Houndson Doggington sits on the black leather sofa in a small room, across the desk from his therapist, Dogtor Biscuit. He has been experiencing severe depression for two months, ever since he moved out of his old apartment. His previous owner, Frank Stevens, a hot dog vendor on a corner two blocks away, suffered a fatal heart attack. Upon Frank’s tragic passing, Doggington was passed to his sister, an elementary school teacher named Molly.
So, you’ve been having more issues?
Yes. Ever since I moved into this lady’s apartment, every day seems like a trial. Do you know how hard it is to hold your bladder from 6:40 all the way until 4:20?
I can imagine it gets exhausting. Does Molly let you out before she leaves for work every morning?
Of course she does, she’s not that cruel. I wake up in the morning, wake her up, get some kibble, take a dump behind the bush in the park across the street, come back inside, and sit on my blanket for eight hours. Dinner is the highlight of my day, and a meal of those small brown pellets of pro-teens and cards, or whatever Molly’s always going on about, is not as satisfying as these people think it is to us. Nothing compared to a juicy weenie.
Have you tried listening to some uplifting music while Molly’s at work? Some of my other patients have learned how to control the stereos in their apartments.
Yeah, I’ve tried, but Molly keeps it on the damn classical station, and my paws are too big to change it. On top of this, there are these ugly cats that are always on the fire escape out the window, taunting me. I wish Frank was here.
I’m so sorry. But come on, Houndson, there has to be something in life worth living for.

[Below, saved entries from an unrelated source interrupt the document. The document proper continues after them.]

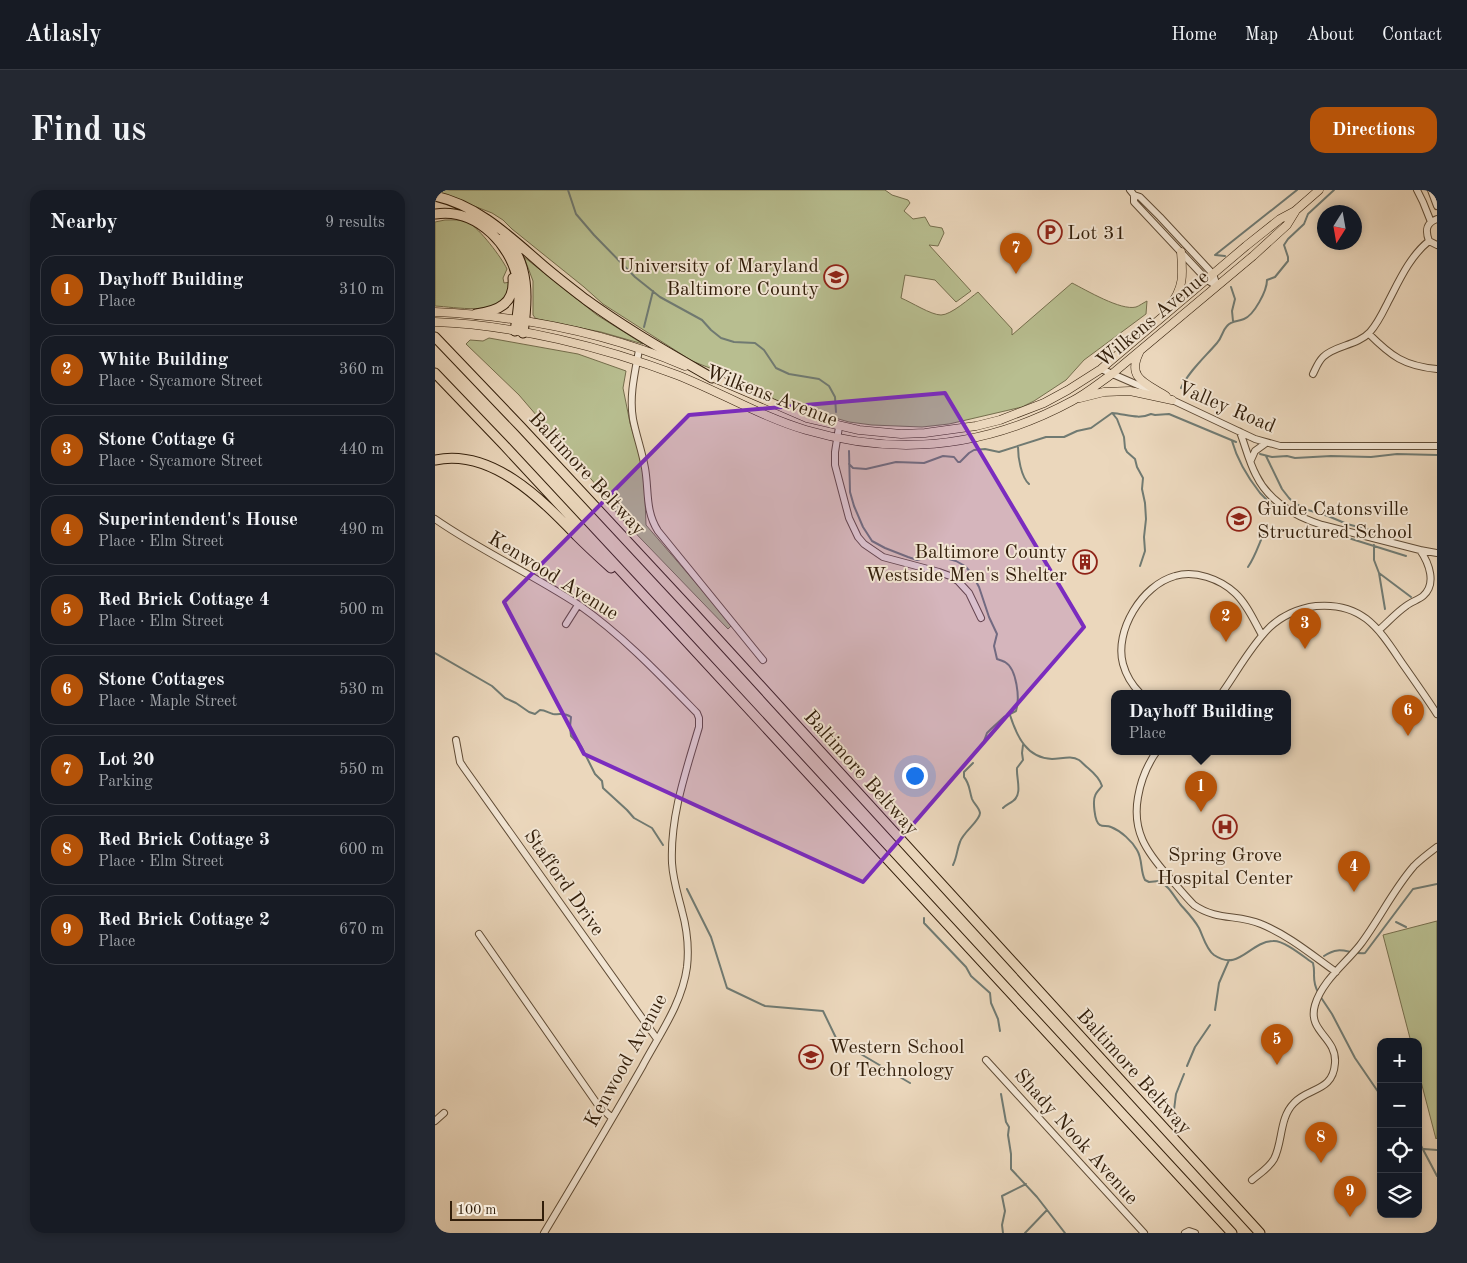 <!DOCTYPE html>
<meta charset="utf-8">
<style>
body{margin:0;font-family:"Old Standard TT",serif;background:#242831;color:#f1f3f6}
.controls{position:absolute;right:15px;bottom:15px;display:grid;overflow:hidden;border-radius:10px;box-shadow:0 2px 8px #0003}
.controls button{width:45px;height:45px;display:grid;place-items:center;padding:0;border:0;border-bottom:1px solid #363941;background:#171b24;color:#f1f3f6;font:25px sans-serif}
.compass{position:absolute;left:882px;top:15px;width:45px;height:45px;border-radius:50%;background:#171b24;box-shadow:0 2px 8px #0003;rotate:191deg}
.scale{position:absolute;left:15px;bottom:12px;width:94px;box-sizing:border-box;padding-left:5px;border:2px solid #321e0a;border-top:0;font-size:14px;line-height:18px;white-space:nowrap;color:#321e0a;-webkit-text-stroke:4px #f2e5d3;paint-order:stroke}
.you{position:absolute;left:479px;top:585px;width:18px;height:18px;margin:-12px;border:4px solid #fff;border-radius:50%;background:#1a73e8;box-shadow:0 0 0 8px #1a73e833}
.badge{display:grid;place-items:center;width:32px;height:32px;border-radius:50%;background:#b45309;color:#fff;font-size:16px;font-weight:700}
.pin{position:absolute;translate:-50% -41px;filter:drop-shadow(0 1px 2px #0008)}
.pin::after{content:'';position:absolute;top:26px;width:18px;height:15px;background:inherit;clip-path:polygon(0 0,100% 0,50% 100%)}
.popup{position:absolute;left:676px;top:500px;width:180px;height:65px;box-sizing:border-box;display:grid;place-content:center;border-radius:10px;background:#171b24;filter:drop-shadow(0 1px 4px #0005);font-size:16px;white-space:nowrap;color:#9ea1a6}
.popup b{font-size:19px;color:#f1f3f6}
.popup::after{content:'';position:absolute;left:50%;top:100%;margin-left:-10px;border:10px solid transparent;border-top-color:#171b24}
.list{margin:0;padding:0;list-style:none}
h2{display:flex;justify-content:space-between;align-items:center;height:65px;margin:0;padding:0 20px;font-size:21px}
h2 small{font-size:16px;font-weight:400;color:#9ea1a6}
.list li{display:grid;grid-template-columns:32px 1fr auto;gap:15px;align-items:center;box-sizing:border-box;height:70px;margin:0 10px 10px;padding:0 10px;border:1px solid #363941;border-radius:15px}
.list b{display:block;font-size:19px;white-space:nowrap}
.list p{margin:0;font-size:16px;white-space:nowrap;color:#9ea1a6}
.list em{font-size:16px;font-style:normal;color:#9ea1a6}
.icon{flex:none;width:28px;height:28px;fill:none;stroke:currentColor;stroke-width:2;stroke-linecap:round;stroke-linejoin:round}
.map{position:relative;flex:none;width:1002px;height:1043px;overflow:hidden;border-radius:15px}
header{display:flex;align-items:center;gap:30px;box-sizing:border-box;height:70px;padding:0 25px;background:#171b24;border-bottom:1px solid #363941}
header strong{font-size:24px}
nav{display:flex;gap:28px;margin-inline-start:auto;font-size:18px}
.intro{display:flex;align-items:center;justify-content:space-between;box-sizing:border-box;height:120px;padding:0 30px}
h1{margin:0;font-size:35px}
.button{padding:12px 22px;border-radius:15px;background:#b45309;color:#fff;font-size:18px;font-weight:700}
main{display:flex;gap:30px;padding:0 30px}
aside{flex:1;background:#171b24;border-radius:15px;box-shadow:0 2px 8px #0003}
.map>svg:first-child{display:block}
.green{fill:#b8be90;stroke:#756e4d}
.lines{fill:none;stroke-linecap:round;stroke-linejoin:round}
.stream{stroke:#707a72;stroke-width:2}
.minor-casing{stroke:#604c36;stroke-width:8}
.major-casing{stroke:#321e0a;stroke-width:9}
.highway-casing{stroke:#321e0a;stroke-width:11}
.minor{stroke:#f2e5d3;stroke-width:6}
.major{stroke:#ebd7bc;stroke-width:8}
.highway{stroke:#ebd7bc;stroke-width:9}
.marked{fill:#7b2cbf;fill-opacity:0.2;stroke:#7b2cbf;stroke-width:4;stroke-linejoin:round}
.labels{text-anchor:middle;stroke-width:4;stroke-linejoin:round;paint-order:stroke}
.poi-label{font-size:20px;fill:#321e0a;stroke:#f2e5d3;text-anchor:start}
.street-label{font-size:20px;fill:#321e0a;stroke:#f2e5d3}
</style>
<header>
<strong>Atlasly</strong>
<nav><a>Home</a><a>Map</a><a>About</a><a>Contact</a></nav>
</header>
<div class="intro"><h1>Find us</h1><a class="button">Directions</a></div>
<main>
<aside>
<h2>Nearby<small>9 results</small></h2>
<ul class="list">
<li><span class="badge">1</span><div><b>Dayhoff Building</b><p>Place</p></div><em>310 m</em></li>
<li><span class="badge">2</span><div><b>White Building</b><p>Place · Sycamore Street</p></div><em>360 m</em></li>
<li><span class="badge">3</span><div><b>Stone Cottage G</b><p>Place · Sycamore Street</p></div><em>440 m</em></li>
<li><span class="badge">4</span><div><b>Superintendent's House</b><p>Place · Elm Street</p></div><em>490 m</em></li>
<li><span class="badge">5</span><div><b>Red Brick Cottage 4</b><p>Place · Elm Street</p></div><em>500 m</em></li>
<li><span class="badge">6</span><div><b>Stone Cottages</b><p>Place · Maple Street</p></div><em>530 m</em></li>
<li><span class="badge">7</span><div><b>Lot 20</b><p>Parking</p></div><em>550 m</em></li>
<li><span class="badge">8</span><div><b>Red Brick Cottage 3</b><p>Place · Elm Street</p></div><em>600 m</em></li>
<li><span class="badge">9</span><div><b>Red Brick Cottage 2</b><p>Place</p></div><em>670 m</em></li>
</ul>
</aside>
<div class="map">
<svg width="1002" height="1043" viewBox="0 0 1002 1043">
<rect width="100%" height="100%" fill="#ebd7bc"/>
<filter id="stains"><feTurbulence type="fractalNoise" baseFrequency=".004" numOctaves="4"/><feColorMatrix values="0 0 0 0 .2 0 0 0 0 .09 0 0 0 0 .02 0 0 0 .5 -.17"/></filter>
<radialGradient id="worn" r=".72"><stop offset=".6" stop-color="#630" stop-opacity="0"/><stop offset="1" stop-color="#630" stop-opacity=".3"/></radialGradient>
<path class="green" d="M0,0H450L457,5L473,10L475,13L469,21L478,29L490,27L495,36L507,38L509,43L503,56L494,55L536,101L521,112L500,90L470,85L466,108C476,112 496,125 506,125C516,125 535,108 543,102L577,139V145L637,93C651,100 686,121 701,117C704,116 708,113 712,111L711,124L649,170L631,190L599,211L587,217L514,234L487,237L437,235L414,232L351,214L339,209L315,194L257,171L168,114L149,97L77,39L68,30L57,23L0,1Z
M10,30C18,30 26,29 34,33C44,38 67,68 72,79L68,88L69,93L76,92C75,96 75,100 73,104C64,126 20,117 0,116V32Z
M89,67L162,125L208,154L166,142L101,129L98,125V91Z
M54,148L143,164L191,181L188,198L195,233L209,279L211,335L297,435L293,439L184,326L162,296L84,205L31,154L35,150L48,151Z
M1002,731V948L1001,949L983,880V852H976L948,745Z"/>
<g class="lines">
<path class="stream" d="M133,0L141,24L159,45L200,87L225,107L267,130L276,140L286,148L299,152L320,153L329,160L341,178L354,184L384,189L394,196L400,207L401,222
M780,65L862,0
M780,65L790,66
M796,97L800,109L797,121L798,131
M209,137L218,101
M746,198C754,181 770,167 782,153C787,148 787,141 792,136C797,130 802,132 809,129C819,125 832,101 832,90L840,87L853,71V67L849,55L853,49L869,34L873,24L899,0
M678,224L682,229L689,247L690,258L692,262L700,269L702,277L708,288L707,299L710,313L711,329L709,347L710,361L705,376
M797,251C802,269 814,289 825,303C830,308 835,313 839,318L838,323
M583,257C583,267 586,287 594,294
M414,261L415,302L419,316L428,337L437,351L450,358L473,367L482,370L493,367H507L521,371L530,376L537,384L544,397L554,427L562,444L559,456L562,469C565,470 568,471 570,472C582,479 585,509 581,521L569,527L556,539L552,543L549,551
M825,264L837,267L852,266L860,268L896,266L936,267L962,264L1002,265
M831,266L847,299L854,308L859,313L873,320L893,326L912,334L958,346
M414,274L418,278L431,279L461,272L489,273L508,266L519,267L523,272H525L534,263L539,260L550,259L564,262L611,247H629L642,241L656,238L677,223C691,224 703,230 716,224L720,225L734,224L801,252
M907,346L971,366
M939,355V370L944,383L950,419
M813,377C822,364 825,349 833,335
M944,383L976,407
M0,463L57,496L70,508L81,513L94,522L100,524L105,520C110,520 114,523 118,524C126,525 129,522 136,527L135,537L136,546L146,556L160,584L167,591L168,598L192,620L199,628L217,638L228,655
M575,525C582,547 592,568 617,569C626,569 636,565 644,570C647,572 650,576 653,578C659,583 665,589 667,596C665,599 661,602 660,606C658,610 659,632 665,635C668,637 672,635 676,637C686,641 697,651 702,660C708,670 705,681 710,690L714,692L724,691C734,696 738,705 745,714C752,722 759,729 764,738C768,746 771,759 779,765C804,782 814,752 838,751C849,750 869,767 878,773C881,785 876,789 883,802
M568,618C571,615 574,614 578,611C588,604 581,588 582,578L588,570L587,563L588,555
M518,675C522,667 522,659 525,652C528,642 545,631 545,623C544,617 539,614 537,609C534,600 535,594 529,587V582L538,573
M252,699L276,747L292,798L330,816L388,821L402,850L475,893
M489,728V733L531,777L536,786L555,803L556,813L563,829L565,841
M961,732L971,737
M889,766C906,754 914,765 930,763L978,699L1002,694
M885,806L897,824L920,868L946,906
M780,820L784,793L794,770
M752,876L760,857L775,835
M566,904L571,932L574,937L573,945L576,964V979L602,1007L630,1043
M738,928L741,904L749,884
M983,950L1002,986
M989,959L1002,960
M568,1043L567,1035L570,1021L567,1006L591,994
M590,1043L612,1020"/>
<g class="minor-casing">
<path id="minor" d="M695,0L699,5L705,7L725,27L778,84L782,96
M982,0L988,12L996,32
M996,0L1002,16
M699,5V12L772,90L782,96
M1002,29C991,33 990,40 994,51L1002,55
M934,144C956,166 969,176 1002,179
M204,160C200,182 194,206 198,229C201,245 207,261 210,278C214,300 210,321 223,341L328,470
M666,179L719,202
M878,184C881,178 883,172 888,167C900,155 922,156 935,142C943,133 948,122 953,112C964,91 975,66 994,51
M733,208L820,249L845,256H1002
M404,237L400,262V275L414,328L423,347L429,354L448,367L504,382L515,386L523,391L534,403L546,428
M805,242C810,255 814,272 821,285C834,312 859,326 887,335L985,360C994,373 1002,394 988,406C983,410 976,412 971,416C961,423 953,432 944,440
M816,270L820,261L831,253
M0,329C46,361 97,384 144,415C188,446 224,484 262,523L264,528V537C251,581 235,626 237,673C238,690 243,705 247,721C252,739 254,759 252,777C247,814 224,845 207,877C175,933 142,988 109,1043
M985,360L1002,363
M131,434L143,415
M705,503C697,495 691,485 688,474C679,441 707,395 740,386C760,380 785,389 800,403C812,414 819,431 827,445
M787,503C802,482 815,457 834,438C846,426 864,418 881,416C928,412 944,439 967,473C979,490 991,507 1002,524
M21,550L25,572L29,578L222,849
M722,561C712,575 706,589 703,607C697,641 711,661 733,686C742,696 750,706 759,715C782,731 803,724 826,734C853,745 877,765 901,782
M44,744L163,915L177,928
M551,870L709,1043
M0,931L9,923
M817,990C824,984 834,978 839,969C848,952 844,928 859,913C874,897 898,902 900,873C902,847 872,842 880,815C887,791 910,774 925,755C944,730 958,700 979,676C986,669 994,663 1002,657
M750,1043L754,1041L760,1043"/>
</g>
<g class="major-casing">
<path id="major" d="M734,117C749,98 748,85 746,62
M0,122C84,126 172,143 250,176
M0,132C80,135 168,157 242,185C285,202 327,227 371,240C463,267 552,257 637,211C651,204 664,193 677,184L818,66L852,35L860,22
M704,163C691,189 713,194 731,206
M272,185L372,228L424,240L466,244L490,243L541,236L565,230L609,213L633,200L666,179L811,56L845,29L860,21L884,0
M645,208L669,202L695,201L737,210"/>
</g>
<g class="highway-casing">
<path id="highway" d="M0,6C45,16 77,49 111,78C124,89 137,99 150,109C191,139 234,163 277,188
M0,24C43,17 80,58 84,98C85,113 82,127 80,141
M69,46C95,73 93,109 88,143
M41,124C63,121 80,114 78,88
M0,147L86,237L259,423L825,1043
M0,183L68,254L240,439L797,1043
M0,270C57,258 107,310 142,346C153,357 165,368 176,378"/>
</g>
<use href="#minor" class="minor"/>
<use href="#major" class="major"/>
<use href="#highway" class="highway"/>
</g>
<path class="marked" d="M510,203L649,437L428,692L149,564L69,412L254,225Z"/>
<defs>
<g id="parking-ring" transform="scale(1.25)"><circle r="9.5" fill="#f2e5d3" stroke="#8f2418" stroke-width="1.5"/><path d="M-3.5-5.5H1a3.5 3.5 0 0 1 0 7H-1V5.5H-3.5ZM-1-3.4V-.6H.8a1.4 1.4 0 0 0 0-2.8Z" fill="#8f2418"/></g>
<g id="university-ring" transform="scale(1.25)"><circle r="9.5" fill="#f2e5d3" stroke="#8f2418" stroke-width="1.5"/><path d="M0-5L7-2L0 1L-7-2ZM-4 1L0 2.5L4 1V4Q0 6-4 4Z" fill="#8f2418"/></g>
<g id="school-ring" transform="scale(1.25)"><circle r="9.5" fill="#f2e5d3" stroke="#8f2418" stroke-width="1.5"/><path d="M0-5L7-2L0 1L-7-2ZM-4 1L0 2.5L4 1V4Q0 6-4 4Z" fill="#8f2418"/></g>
<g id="building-ring" transform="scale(1.25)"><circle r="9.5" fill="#f2e5d3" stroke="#8f2418" stroke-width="1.5"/><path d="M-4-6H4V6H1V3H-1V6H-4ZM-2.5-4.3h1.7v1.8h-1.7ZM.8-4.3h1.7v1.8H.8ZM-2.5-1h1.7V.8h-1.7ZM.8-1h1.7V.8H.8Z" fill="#8f2418"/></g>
<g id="hospital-ring" transform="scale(1.25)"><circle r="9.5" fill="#f2e5d3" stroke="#8f2418" stroke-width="1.5"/><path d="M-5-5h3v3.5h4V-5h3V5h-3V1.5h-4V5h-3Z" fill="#8f2418"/></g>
</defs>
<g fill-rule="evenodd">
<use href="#parking-ring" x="615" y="42"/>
<use href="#university-ring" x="401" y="87"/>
<use href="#school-ring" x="804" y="329"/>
<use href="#building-ring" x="650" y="372"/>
<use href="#hospital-ring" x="790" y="637"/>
<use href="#school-ring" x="376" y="867"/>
</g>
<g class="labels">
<g class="poi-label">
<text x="632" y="49">Lot 31</text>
<text x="384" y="82" text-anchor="end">University of Maryland<tspan x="384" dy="23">Baltimore County</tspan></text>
<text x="822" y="325">Guide Catonsville<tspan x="822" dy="23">Structured School</tspan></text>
<text x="632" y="368" text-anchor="end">Baltimore County<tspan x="632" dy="23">Westside Men's Shelter</tspan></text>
<text x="790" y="671" text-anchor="middle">Spring Grove<tspan x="790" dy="23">Hospital Center</tspan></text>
<text x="394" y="863">Western School<tspan x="394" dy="23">Of Technology</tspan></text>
</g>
<g class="street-label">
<text transform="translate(717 128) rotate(-40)" y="7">Wilkens Avenue</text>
<text transform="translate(337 205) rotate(21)" y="7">Wilkens Avenue</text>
<text transform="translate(792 216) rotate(23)" y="7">Valley Road</text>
<text transform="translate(153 283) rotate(47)" y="7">Baltimore Beltway</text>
<text transform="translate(119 385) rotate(32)" y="7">Kenwood Avenue</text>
<text transform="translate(427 582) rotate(48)" y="7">Baltimore Beltway</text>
<text transform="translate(130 692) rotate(55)" y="7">Stafford Drive</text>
<text transform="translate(190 870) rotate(-61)" y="7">Kenwood Avenue</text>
<text transform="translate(700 881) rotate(48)" y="7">Baltimore Beltway</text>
<text transform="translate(642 946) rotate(48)" y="7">Shady Nook Avenue</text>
</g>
</g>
<rect width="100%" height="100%" filter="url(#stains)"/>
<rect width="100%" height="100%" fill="url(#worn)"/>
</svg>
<div class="controls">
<button>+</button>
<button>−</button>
<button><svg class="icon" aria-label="locate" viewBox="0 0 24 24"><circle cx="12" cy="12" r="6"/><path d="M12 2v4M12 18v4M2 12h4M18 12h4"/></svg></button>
<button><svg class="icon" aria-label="layers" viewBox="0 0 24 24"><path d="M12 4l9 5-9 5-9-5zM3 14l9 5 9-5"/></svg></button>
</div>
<svg class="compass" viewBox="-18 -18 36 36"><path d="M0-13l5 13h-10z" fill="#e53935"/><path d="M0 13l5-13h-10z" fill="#9ea1a6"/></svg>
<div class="scale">100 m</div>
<div class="you"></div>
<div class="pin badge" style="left:766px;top:622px">1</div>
<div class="popup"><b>Dayhoff Building</b>Place</div>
<div class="pin badge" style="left:791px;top:452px">2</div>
<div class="pin badge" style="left:870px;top:459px">3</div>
<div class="pin badge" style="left:919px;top:702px">4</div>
<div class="pin badge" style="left:842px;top:875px">5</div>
<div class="pin badge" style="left:973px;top:546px">6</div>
<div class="pin badge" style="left:581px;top:84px">7</div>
<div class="pin badge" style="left:886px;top:973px">8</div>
<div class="pin badge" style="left:915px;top:1027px">9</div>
</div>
</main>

It’s been pretty hard, lately, although there is one thing I’ll always have. Before Frank died, he showed me where all the hot dog vendors throw away whatever they don’t sell at the end of the day. There’s this little alley that Molly takes me past every evening on my walk, and it feels for a moment like I’ve been lifted up to heaven. If I’m lucky, I can tug on my leash hard enough that her fingers will slip, and lucky for me, Molly isn’t very fast.
Well that’s nice. Here’s what I think you should do: try to savor everything you have in life. Every bowl of kibble, every bark at the cats on the fire escape, enjoy it all. Remember that even the hardest parts of life are still worth living.
Thank you so much, Dogtor Biscuit. It’s been pretty hard for me lately. By the way, you gonna finish that turkey sandwich?
Nah, it’s all yours, buddy. By the way, I attached your prescription for your antidepressant to your collar, so just run down to the CVS and pick it up. Stay strong, Houndson, it gets better.